As the number of family offices in Southeast Asia continues to grow, Agnes Chen, CSC’s managing director for Fund Services in APAC, discusses the changing face of wealth management in the region.

The South China Morning Post’s recent China Conference: Southeast Asia focused on powering regional growth through technology, talent, and collaboration.

It included an insight-filled panel discussion about the rise of family offices in the region, and the role of Singapore and Hong Kong in attracting and servicing wealth management structures.

Highly experienced industry experts discussed issues around shifting priorities in wealth management, generational wealth succession, and the wider financial services ecosystem in the region. Here are four key takeaways from the discussion.

1. The future for family offices in Asia is bright

Asia seems to generate billionaires faster than anywhere else in the world, and perhaps faster than in any period in history. Hong Kong has the highest concentration of significantly wealthy individuals in the world.

At the same time, wealth management is growing more sophisticated. ​​Wealthy families are prioritizing the preservation and succession of their assets with a focus that was less evident a decade ago.

This provides a huge market opportunity for family office service providers. In the next 10 years, $30 trillion is expected to be passed from one generation to the next in Asia.

Family offices will help enable what is the biggest wealth succession in history, but they will need experienced support. As wealth preservation, risk management, and regulatory compliance become more complex, outsourced wealth administration services will be necessary to assist family offices as they diversify and grow.

2. The role of the family office is changing

The role of family offices in Asia is evolving. Many wealthy families prioritize sustainable wealth, regulatory compliance, and robust inheritance strategies over higher returns from investments. They seek support with managing wealth for the long term and turning current business success into multigenerational prosperity.

It’s been suggested that heads of wealthy Asian families tend to be less confident the next generation is properly equipped to take responsibility for managing family assets. Family office providers have a major role to play here—by designing and managing robust inheritance strategies that protect wealth as it passes from one generation to the next.

3. Attitudes to risk are also evolving

As Asian investors become more sophisticated, their attitude to risk is also becoming more nuanced. Those who have enjoyed multigeneration wealth for decades or longer still tend to favor the traditional 60/40 split between fixed income assets and public equities.

However, a new generation of Asian ultra-high-net-worth individuals sees risk differently. These investors see security in diversity beyond traditional assets. Family offices in Asia must create and manage more complex investment portfolios as high- and ultra-high-net-worth individuals demand more exposure to alternative investments.

In the next few years, digital assets such as cryptocurrencies are likely to feature strongly despite the current climate, and family office providers will have to be ready to offer expertise to manage them.

As well as diversification, wealthy families are focused on the risks of non-compliance. They want to know their reputations are secure.
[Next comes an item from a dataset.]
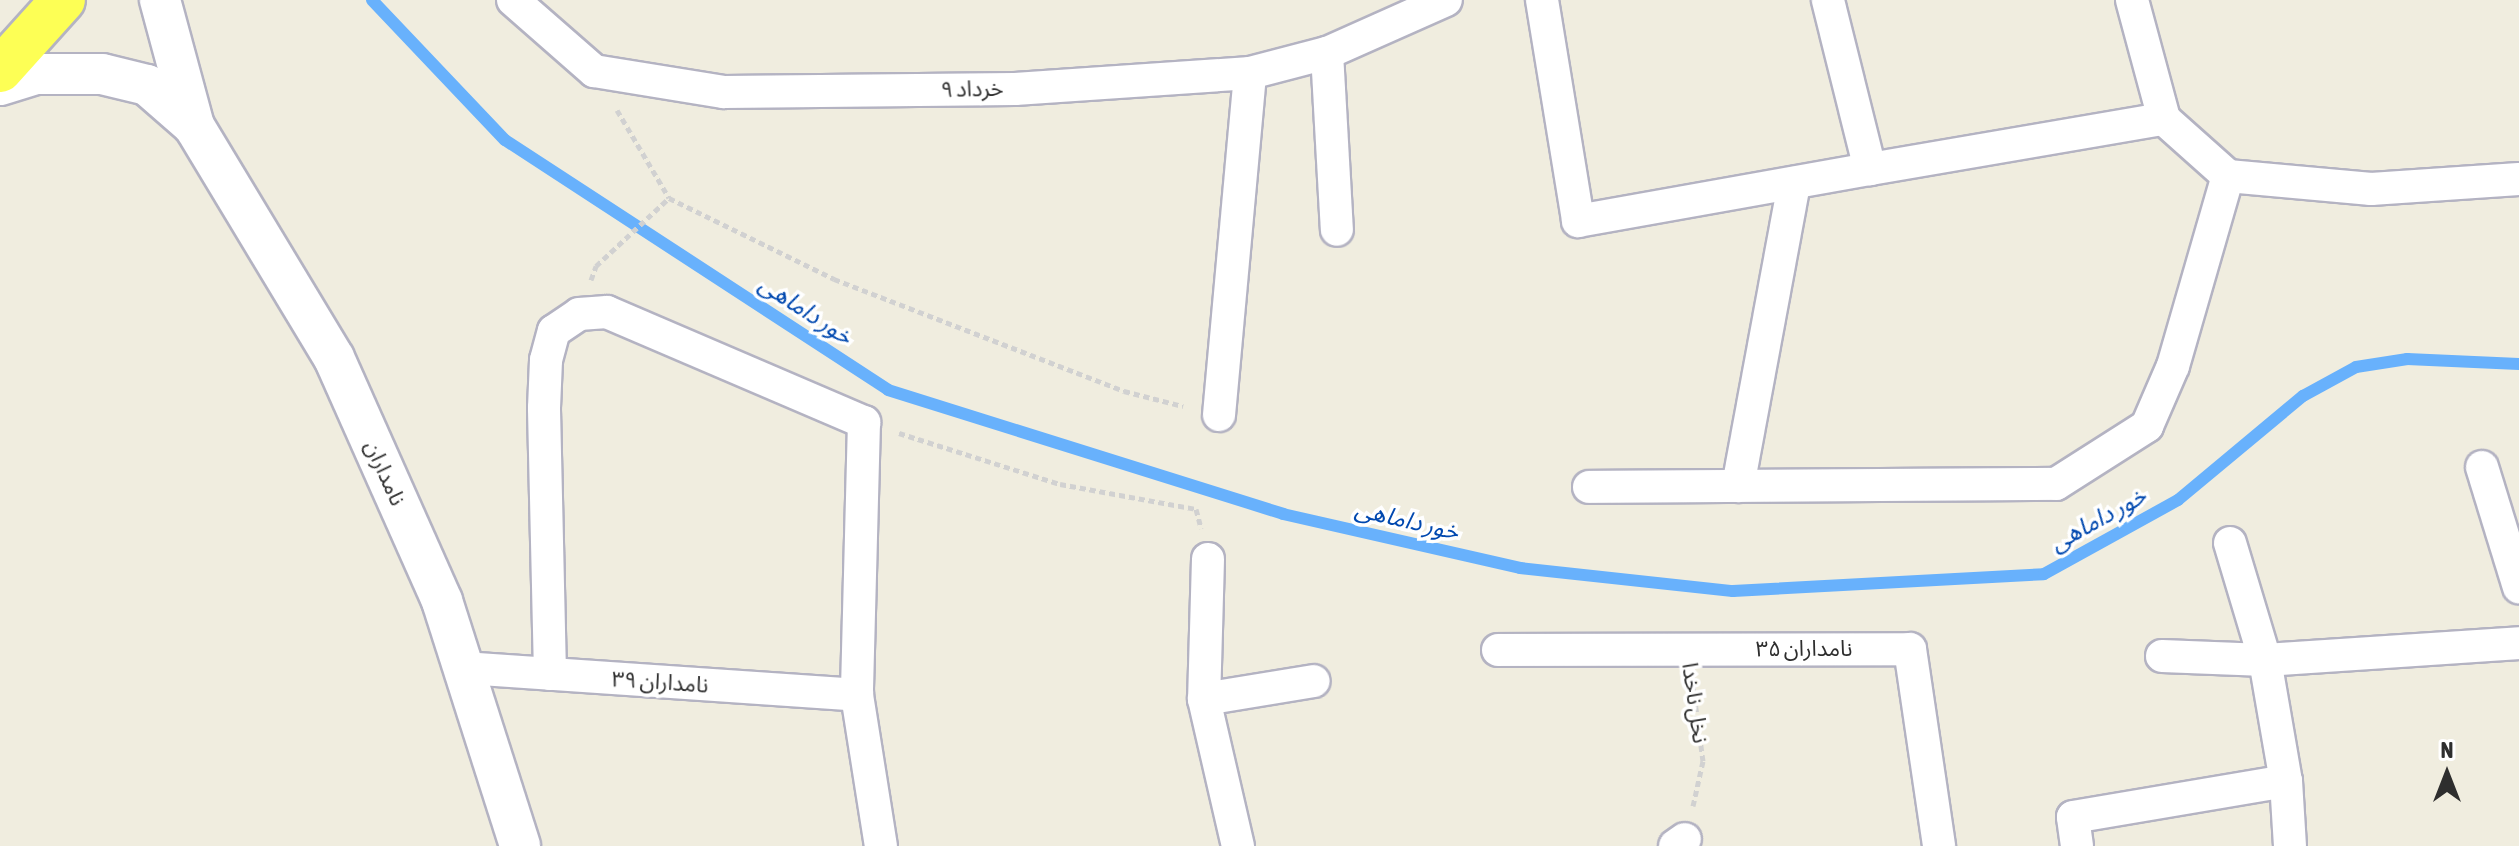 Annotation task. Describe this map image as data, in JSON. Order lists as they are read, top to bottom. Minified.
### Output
{"streets":{"street":["خرداد ۹","نامداران","نامداران ۳۵","نامداران ۳۹"],"path":["نخل ناخدا"]},"crossings":[["نامداران","نامداران ۳۹"],["نامداران ۳۵","نخل ناخدا"]],"water":["خور داماهی"],"north":"top"}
As such, they see family offices less as a tool to grow wealth, and more to help them navigate regulatory environments and comply with tax and reporting demands. They are also becoming interested in factors such as sustainability and environmental, social, and governance (ESG) investing.

Compliance, administration, and due diligence are complex and often time-consuming tasks. This is why many multi-family office providers reach out to third-party administrators to help them keep private client entities in good legal and regulatory standing.   

4. It’s not just about Asian investors

There was discussion of the strengths of Singapore and Hong Kong as centers of family offices for U.S. and European investors.

Singapore benefits from a positive regulatory and tax environment, and the recent rollout of investor-friendly initiatives, such as the Singapore Variable Capital Company (VCC).

Hong Kong, meanwhile, is the de facto gateway to China and offers all the benefits of a deep and liquid capital market.

This is a story of collaboration as much as competition. One rarely finds a family office headquartered in one city that doesn’t have dealings in the other.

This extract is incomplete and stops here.